12 Gems of Christmas #1 – puma

I’ve spent the last few years working to advance and improve Ruby’s efficiency through concurrency, first with EventMachine and fibers and now with Actors and multithreading so it shouldn’t surprise you that my #1 pick is puma. It’s my belief that puma and sidekiq are a new breed of Ruby infrastructure that can dramatically improve your application’s efficiency — should you decide to take advantage of them.

puma is a pure Ruby, Rack-based web server and drops right in as a replacement for thin or unicorn. Unlike unicorn or thin, puma is designed to run multithreaded by default so you get far better memory efficiency. A typical single threaded Rails unicorn process takes 250MB. puma defaults to a maximum of 16 threads per process so one puma process can replace 16 unicorn processes taking 4GB of RAM! puma, like all multithreaded libraries, works best in a truly concurrent Ruby VM like JRuby or Rubinius but you’ll still get a big win running on MRI.

To test this, I ran 50 concurrent requests 20 times for a total of 1000 requests against a non-trivial endpoint on TheClymb.com Rails application. config.threadsafe! was enabled, a database pool size of 10 and puma’s default of 16 threads. Each request makes two database queries and renders a slim-based template.

Unicorn/MRI 1.9.3 is the baseline: single-threaded, it runs the 1000 requests in 19 seconds. Puma/MRI manages to speed up a bit but is still hampered by the GIL and runs in 15 seconds. Puma/JRuby unlocks the second core on my MacBook Air and runs in under 9 seconds!

What this means is simple: threading with puma will get you better performance than Unicorn, even on MRI, and jumping to JRuby gets you a significantly bigger boost by giving you truly parallel threads. It took me about one hour to get our Rails app, which has always run on MRI, working with JRuby. Give JRuby a try some weekend and you might be surprised how well it works!

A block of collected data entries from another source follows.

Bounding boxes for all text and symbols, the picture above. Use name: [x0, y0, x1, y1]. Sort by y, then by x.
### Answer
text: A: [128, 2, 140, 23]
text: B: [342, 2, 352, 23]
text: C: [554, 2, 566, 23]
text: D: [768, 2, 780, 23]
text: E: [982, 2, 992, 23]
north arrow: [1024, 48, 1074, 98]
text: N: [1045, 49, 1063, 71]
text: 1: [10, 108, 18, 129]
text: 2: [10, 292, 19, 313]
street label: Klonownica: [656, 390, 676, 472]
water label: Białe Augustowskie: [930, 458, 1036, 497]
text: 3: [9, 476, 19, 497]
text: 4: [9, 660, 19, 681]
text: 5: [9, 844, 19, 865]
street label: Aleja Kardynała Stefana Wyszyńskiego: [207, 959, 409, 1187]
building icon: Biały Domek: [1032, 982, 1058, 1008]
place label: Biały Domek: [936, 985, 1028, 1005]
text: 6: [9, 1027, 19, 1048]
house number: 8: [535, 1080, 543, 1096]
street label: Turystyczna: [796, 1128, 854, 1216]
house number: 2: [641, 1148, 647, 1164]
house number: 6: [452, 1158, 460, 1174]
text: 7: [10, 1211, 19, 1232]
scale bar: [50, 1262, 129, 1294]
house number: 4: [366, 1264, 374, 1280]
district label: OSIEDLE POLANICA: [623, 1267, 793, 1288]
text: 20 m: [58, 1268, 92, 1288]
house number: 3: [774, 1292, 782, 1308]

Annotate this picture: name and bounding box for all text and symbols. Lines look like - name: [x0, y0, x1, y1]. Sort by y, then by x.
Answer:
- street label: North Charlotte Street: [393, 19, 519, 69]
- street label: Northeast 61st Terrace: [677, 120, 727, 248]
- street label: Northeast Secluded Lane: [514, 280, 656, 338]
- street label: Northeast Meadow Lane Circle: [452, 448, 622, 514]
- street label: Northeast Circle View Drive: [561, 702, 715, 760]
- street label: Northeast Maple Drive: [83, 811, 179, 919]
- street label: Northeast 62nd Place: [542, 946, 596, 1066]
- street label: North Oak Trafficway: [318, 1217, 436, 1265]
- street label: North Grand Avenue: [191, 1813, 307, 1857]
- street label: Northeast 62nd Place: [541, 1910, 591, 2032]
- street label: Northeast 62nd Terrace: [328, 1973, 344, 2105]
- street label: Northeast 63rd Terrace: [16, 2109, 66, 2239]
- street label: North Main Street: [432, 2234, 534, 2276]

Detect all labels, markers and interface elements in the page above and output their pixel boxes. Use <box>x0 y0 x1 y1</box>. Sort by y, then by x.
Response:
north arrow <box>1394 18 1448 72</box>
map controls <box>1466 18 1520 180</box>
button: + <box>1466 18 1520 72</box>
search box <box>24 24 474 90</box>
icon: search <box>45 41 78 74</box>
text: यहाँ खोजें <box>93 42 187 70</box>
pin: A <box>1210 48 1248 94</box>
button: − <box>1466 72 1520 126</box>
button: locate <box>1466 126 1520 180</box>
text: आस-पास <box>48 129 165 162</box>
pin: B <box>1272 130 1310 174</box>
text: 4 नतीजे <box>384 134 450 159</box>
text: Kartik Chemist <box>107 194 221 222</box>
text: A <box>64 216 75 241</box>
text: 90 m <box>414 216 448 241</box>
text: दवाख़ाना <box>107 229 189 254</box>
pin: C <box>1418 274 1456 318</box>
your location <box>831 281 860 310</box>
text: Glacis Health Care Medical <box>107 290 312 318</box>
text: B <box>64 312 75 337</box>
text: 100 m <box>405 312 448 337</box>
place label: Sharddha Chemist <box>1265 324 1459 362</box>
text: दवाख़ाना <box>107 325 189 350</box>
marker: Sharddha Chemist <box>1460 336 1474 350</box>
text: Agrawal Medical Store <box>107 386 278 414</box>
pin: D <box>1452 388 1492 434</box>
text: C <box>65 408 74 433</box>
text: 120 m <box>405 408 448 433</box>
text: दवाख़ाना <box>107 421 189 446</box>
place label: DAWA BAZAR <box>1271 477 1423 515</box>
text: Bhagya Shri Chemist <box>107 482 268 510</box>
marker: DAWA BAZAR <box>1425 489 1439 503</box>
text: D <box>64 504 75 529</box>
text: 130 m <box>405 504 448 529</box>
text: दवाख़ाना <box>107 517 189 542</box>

I hope you enjoyed my 12 Gems of Christmas series and found a few gems that were worthy of further study.

15 thoughts on “12 Gems of Christmas #1 – puma”

  1. It’s cool to see Puma receive more recognition, especially when it is paired with Jruby.

    There’s one thing that did stand out to me as possibly being a little less than fair. I’m assuming that the Unicorn server only had one listening process in this test. I’m also assuming that the Puma process could use more than one of its 16 threads to handle requests.

    If all of that is true, then wouldn’t it make sense to compare a standard Puma process against a Unicorn server with more than one listening process? That would allow Unicorn to also use more than one of the cores on your processor and would probably improve it’s response time.

    I’m not saying that you should spin up 16 Unicorn processes because, like you said, that would use a ton of system resources. But maybe you could try with 2 or 3?

    Thanks!

  2. Tom, the point is to show how much work one process of each can do. Spinning up more Unicorn processes is the problem I’m trying to point out when talking about memory efficiency.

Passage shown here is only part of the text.